> **Directions for this task**:
Return every line below exactly, without dropping any.

[[ Records to process open ]]

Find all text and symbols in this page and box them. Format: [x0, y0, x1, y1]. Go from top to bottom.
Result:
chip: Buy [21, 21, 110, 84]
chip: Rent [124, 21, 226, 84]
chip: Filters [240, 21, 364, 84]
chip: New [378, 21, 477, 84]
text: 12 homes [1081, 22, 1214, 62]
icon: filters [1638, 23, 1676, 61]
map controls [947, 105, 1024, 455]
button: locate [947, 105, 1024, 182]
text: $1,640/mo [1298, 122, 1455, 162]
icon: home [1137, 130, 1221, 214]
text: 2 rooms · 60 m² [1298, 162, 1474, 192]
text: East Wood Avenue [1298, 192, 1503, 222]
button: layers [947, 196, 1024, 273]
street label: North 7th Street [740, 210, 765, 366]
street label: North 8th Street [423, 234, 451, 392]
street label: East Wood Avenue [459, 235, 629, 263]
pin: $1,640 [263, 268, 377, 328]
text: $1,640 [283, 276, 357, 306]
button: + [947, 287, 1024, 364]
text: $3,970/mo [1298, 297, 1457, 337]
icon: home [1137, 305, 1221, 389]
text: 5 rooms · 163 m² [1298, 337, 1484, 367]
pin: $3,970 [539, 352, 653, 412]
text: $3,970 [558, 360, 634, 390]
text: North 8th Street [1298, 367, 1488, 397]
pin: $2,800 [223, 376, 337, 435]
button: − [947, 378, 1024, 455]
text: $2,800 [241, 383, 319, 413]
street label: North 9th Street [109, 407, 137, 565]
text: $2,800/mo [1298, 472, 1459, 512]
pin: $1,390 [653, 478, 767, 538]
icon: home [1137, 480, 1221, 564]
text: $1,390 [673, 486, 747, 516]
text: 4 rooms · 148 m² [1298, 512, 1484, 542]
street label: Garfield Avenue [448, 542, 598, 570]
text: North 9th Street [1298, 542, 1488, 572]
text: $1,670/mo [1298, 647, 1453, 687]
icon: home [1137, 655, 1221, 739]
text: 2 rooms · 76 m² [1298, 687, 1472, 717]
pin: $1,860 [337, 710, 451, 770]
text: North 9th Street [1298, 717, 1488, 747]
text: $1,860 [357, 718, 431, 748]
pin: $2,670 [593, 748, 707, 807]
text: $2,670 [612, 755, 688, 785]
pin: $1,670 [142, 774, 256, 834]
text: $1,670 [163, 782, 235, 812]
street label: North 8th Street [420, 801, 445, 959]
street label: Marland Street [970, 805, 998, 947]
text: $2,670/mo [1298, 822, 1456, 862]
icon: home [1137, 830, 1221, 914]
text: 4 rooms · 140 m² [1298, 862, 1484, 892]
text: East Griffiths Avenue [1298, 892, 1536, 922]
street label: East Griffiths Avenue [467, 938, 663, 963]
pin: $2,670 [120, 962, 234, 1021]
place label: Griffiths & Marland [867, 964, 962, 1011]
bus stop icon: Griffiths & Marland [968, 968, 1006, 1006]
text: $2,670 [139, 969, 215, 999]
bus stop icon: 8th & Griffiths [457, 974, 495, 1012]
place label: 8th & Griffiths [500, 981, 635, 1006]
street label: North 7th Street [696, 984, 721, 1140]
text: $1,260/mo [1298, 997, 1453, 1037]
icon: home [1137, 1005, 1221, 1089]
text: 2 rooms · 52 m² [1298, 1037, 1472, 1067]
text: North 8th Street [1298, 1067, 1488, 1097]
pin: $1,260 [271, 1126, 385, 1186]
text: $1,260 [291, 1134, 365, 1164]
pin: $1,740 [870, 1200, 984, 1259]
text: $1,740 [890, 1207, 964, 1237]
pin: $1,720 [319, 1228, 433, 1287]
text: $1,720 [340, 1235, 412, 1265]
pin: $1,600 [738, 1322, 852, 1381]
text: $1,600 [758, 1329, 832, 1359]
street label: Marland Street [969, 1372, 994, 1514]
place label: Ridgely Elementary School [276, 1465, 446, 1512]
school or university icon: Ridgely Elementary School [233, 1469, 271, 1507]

[[ Records to process closed ]]

> **Solution**:
Find all text and symbols in this page and box them. Format: [x0, y0, x1, y1]. Go from top to bottom.
Result:
chip: Buy [21, 21, 110, 84]
chip: Rent [124, 21, 226, 84]
chip: Filters [240, 21, 364, 84]
chip: New [378, 21, 477, 84]
text: 12 homes [1081, 22, 1214, 62]
icon: filters [1638, 23, 1676, 61]
map controls [947, 105, 1024, 455]
button: locate [947, 105, 1024, 182]
text: $1,640/mo [1298, 122, 1455, 162]
icon: home [1137, 130, 1221, 214]
text: 2 rooms · 60 m² [1298, 162, 1474, 192]
text: East Wood Avenue [1298, 192, 1503, 222]
button: layers [947, 196, 1024, 273]
street label: North 7th Street [740, 210, 765, 366]
street label: North 8th Street [423, 234, 451, 392]
street label: East Wood Avenue [459, 235, 629, 263]
pin: $1,640 [263, 268, 377, 328]
text: $1,640 [283, 276, 357, 306]
button: + [947, 287, 1024, 364]
text: $3,970/mo [1298, 297, 1457, 337]
icon: home [1137, 305, 1221, 389]
text: 5 rooms · 163 m² [1298, 337, 1484, 367]
pin: $3,970 [539, 352, 653, 412]
text: $3,970 [558, 360, 634, 390]
text: North 8th Street [1298, 367, 1488, 397]
pin: $2,800 [223, 376, 337, 435]
button: − [947, 378, 1024, 455]
text: $2,800 [241, 383, 319, 413]
street label: North 9th Street [109, 407, 137, 565]
text: $2,800/mo [1298, 472, 1459, 512]
pin: $1,390 [653, 478, 767, 538]
icon: home [1137, 480, 1221, 564]
text: $1,390 [673, 486, 747, 516]
text: 4 rooms · 148 m² [1298, 512, 1484, 542]
street label: Garfield Avenue [448, 542, 598, 570]
text: North 9th Street [1298, 542, 1488, 572]
text: $1,670/mo [1298, 647, 1453, 687]
icon: home [1137, 655, 1221, 739]
text: 2 rooms · 76 m² [1298, 687, 1472, 717]
pin: $1,860 [337, 710, 451, 770]
text: North 9th Street [1298, 717, 1488, 747]
text: $1,860 [357, 718, 431, 748]
pin: $2,670 [593, 748, 707, 807]
text: $2,670 [612, 755, 688, 785]
pin: $1,670 [142, 774, 256, 834]
text: $1,670 [163, 782, 235, 812]
street label: North 8th Street [420, 801, 445, 959]
street label: Marland Street [970, 805, 998, 947]
text: $2,670/mo [1298, 822, 1456, 862]
icon: home [1137, 830, 1221, 914]
text: 4 rooms · 140 m² [1298, 862, 1484, 892]
text: East Griffiths Avenue [1298, 892, 1536, 922]
street label: East Griffiths Avenue [467, 938, 663, 963]
pin: $2,670 [120, 962, 234, 1021]
place label: Griffiths & Marland [867, 964, 962, 1011]
bus stop icon: Griffiths & Marland [968, 968, 1006, 1006]
text: $2,670 [139, 969, 215, 999]
bus stop icon: 8th & Griffiths [457, 974, 495, 1012]
place label: 8th & Griffiths [500, 981, 635, 1006]
street label: North 7th Street [696, 984, 721, 1140]
text: $1,260/mo [1298, 997, 1453, 1037]
icon: home [1137, 1005, 1221, 1089]
text: 2 rooms · 52 m² [1298, 1037, 1472, 1067]
text: North 8th Street [1298, 1067, 1488, 1097]
pin: $1,260 [271, 1126, 385, 1186]
text: $1,260 [291, 1134, 365, 1164]
pin: $1,740 [870, 1200, 984, 1259]
text: $1,740 [890, 1207, 964, 1237]
pin: $1,720 [319, 1228, 433, 1287]
text: $1,720 [340, 1235, 412, 1265]
pin: $1,600 [738, 1322, 852, 1381]
text: $1,600 [758, 1329, 832, 1359]
street label: Marland Street [969, 1372, 994, 1514]
place label: Ridgely Elementary School [276, 1465, 446, 1512]
school or university icon: Ridgely Elementary School [233, 1469, 271, 1507]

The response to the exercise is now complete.